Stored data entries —
——————

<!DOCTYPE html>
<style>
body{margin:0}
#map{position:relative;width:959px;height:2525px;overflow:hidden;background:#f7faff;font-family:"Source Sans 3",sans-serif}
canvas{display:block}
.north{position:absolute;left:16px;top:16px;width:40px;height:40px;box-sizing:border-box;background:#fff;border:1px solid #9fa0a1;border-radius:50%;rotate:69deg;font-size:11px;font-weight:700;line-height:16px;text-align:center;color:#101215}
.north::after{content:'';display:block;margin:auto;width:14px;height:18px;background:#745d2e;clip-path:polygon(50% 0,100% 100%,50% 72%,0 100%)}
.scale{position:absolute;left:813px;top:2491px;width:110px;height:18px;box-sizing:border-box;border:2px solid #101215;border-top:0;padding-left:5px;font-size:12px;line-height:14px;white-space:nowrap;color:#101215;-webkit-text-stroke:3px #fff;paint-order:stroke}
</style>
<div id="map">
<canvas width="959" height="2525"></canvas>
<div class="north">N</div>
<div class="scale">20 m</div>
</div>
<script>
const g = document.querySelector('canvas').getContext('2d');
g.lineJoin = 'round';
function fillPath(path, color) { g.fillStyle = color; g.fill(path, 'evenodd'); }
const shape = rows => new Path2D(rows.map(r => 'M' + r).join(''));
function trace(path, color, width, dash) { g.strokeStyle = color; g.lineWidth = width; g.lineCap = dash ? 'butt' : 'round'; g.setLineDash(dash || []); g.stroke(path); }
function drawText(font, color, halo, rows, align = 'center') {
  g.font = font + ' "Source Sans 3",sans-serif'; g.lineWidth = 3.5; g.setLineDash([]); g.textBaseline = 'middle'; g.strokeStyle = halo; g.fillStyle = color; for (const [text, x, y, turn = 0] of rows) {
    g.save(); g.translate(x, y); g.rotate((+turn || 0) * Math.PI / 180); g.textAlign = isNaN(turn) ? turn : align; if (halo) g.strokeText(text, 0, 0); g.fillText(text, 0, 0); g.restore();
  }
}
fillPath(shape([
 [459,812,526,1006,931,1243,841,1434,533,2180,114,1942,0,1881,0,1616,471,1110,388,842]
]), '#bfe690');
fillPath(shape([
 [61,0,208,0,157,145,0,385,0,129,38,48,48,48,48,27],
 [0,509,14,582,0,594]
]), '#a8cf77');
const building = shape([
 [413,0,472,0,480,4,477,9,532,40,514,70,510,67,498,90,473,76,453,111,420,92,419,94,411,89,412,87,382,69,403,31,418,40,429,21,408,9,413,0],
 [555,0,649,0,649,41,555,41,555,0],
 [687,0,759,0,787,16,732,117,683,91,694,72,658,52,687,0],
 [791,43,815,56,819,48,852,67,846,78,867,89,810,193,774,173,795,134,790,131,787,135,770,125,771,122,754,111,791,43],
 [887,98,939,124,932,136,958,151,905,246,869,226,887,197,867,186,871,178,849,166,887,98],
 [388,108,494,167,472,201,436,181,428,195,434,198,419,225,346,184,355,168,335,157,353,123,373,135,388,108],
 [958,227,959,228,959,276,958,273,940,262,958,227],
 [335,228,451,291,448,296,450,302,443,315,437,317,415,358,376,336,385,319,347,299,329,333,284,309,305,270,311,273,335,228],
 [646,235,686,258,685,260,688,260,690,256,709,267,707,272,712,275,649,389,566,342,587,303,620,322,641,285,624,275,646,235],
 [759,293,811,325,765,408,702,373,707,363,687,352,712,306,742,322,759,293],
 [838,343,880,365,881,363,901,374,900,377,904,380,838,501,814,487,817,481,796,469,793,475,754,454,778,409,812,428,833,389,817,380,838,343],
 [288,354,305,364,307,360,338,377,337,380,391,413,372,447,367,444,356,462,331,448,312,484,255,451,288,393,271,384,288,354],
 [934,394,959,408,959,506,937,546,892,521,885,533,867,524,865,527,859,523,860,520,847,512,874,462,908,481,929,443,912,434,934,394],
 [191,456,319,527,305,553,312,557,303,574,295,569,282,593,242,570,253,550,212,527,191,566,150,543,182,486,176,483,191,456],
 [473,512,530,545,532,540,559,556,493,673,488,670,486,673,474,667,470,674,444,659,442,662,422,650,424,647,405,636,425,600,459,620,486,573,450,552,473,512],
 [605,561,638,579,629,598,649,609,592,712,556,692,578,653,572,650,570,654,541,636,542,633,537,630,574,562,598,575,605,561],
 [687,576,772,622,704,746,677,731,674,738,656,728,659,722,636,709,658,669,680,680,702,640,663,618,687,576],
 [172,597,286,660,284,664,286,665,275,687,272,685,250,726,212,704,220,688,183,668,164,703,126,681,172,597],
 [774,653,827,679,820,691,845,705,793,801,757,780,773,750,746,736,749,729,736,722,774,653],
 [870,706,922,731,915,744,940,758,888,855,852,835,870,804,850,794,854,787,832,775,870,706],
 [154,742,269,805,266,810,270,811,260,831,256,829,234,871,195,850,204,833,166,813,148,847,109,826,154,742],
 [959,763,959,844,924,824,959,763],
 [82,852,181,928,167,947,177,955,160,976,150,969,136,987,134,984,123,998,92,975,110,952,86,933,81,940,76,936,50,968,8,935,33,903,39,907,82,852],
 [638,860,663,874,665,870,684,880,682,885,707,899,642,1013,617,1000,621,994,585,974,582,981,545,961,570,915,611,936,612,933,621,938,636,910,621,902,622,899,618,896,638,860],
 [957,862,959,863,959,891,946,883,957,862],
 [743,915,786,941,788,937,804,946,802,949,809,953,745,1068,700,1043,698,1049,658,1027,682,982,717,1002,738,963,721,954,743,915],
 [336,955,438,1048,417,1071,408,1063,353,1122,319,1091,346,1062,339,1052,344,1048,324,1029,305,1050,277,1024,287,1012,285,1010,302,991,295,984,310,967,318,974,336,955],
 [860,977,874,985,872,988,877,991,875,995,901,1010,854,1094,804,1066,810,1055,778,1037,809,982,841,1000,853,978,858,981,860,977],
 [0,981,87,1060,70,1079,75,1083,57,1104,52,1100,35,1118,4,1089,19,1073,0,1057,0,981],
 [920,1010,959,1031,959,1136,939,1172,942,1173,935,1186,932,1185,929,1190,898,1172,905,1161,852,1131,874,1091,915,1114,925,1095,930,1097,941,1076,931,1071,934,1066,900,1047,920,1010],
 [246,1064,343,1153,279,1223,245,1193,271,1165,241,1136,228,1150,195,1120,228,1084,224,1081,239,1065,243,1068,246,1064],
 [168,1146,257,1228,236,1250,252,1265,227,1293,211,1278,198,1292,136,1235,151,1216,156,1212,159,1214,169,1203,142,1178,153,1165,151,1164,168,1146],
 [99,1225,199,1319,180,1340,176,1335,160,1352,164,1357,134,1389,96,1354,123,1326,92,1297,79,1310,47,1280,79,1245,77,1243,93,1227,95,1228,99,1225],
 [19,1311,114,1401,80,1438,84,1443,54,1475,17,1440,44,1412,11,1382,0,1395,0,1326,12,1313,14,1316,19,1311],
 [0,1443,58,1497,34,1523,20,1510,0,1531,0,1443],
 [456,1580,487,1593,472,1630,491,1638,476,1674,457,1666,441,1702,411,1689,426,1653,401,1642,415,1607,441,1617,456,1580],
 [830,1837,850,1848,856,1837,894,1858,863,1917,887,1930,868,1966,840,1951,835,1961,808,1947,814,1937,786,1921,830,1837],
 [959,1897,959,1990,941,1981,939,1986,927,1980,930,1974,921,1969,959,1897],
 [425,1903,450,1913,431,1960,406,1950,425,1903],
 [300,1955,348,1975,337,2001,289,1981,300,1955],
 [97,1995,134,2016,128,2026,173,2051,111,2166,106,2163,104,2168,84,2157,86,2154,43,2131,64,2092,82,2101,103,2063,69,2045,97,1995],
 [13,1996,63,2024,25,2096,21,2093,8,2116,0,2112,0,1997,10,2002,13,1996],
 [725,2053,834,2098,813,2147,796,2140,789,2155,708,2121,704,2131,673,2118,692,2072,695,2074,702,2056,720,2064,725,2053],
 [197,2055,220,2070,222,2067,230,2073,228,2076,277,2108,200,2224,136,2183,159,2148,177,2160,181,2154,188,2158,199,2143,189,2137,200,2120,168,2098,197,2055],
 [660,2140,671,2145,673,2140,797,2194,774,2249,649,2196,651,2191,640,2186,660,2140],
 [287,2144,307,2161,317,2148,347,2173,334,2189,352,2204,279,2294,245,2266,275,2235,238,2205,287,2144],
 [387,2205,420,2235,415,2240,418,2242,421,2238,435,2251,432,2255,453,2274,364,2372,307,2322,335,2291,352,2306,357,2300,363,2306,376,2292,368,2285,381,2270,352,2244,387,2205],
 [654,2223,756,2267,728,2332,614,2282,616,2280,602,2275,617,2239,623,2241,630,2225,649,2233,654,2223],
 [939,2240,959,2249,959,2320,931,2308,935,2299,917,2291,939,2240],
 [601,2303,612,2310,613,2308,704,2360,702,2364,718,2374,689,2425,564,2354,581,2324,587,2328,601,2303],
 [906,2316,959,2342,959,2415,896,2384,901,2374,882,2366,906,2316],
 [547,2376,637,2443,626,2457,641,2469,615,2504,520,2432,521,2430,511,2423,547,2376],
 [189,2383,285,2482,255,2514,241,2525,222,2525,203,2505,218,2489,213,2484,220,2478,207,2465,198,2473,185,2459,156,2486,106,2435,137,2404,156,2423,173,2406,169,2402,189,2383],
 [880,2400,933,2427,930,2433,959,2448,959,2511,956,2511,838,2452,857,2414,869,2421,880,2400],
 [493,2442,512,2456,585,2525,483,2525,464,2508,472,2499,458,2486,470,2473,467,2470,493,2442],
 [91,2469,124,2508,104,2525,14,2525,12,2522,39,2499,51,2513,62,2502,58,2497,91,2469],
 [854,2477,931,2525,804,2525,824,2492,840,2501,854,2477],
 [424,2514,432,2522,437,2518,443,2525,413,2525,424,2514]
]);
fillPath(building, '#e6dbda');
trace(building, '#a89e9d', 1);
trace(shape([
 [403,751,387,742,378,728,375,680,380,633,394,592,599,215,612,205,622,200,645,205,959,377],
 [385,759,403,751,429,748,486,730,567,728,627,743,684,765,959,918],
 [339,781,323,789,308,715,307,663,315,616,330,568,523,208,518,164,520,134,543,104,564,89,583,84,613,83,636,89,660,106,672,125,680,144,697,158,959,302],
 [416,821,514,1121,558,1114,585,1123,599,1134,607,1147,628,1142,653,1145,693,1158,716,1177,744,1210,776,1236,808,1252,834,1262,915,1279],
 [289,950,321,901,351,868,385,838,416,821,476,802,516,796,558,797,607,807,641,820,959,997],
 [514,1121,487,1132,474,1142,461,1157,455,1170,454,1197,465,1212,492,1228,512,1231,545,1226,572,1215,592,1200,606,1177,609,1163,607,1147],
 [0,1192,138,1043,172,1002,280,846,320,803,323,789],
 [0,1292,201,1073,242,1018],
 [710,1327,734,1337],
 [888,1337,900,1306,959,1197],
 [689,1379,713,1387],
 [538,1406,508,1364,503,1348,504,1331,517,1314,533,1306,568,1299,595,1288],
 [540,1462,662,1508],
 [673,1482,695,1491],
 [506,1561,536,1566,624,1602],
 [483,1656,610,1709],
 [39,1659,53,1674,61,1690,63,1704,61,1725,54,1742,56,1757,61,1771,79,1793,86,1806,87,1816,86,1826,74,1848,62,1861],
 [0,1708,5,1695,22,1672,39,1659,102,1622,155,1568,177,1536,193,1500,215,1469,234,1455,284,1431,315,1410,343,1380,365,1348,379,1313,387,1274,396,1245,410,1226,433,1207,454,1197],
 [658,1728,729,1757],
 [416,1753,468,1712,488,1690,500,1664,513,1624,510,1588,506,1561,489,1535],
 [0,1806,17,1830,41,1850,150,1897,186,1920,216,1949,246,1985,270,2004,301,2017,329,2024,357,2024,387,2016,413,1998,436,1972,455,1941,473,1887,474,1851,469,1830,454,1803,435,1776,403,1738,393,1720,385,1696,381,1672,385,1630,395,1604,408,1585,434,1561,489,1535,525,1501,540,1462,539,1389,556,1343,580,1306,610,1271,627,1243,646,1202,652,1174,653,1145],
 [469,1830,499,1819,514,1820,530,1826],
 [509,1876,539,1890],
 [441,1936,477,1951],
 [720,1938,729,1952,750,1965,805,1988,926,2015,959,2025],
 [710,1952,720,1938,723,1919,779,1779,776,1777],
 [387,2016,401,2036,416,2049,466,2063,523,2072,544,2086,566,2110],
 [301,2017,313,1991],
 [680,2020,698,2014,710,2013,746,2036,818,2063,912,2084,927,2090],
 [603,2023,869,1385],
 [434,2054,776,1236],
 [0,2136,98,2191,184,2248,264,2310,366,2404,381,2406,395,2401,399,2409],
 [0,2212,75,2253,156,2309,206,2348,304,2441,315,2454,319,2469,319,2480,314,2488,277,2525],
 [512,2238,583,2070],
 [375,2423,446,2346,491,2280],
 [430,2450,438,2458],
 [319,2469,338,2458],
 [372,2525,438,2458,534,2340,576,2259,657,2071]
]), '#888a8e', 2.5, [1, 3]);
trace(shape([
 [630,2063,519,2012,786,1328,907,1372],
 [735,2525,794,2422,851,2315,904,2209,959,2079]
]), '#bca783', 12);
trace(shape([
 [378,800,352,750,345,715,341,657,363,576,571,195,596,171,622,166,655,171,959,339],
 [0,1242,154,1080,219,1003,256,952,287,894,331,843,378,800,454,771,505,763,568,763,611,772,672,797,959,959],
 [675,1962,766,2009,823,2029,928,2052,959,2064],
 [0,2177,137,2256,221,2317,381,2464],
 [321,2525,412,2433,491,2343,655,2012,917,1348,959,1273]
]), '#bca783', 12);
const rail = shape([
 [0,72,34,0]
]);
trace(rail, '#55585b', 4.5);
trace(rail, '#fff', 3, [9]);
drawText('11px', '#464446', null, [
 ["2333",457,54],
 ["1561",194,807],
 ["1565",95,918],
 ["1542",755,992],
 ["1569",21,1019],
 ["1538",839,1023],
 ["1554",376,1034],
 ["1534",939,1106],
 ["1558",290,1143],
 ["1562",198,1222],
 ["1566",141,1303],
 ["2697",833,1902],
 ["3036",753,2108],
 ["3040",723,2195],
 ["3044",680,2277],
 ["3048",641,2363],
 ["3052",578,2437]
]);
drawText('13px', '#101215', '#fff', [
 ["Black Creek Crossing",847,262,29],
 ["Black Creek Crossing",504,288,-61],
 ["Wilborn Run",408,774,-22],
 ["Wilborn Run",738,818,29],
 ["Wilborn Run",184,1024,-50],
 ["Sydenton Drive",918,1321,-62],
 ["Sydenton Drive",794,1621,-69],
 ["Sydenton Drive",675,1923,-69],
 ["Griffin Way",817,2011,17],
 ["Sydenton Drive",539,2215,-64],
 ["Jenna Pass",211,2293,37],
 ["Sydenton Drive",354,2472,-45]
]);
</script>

——————

WHAT YOU ARE ASKED TO DO —
What are the lines of the data above that include the string "rotate"? Copy them.

SOLUTION TO THE EXERCISE —
.north{position:absolute;left:16px;top:16px;width:40px;height:40px;box-sizing:border-box;background:#fff;border:1px solid #9fa0a1;border-radius:50%;rotate:69deg;font-size:11px;font-weight:700;line-height:16px;text-align:center;color:#101215}
    g.save(); g.translate(x, y); g.rotate((+turn || 0) * Math.PI / 180); g.textAlign = isNaN(turn) ? turn : align; if (halo) g.strokeText(text, 0, 0); g.fillText(text, 0, 0); g.restore();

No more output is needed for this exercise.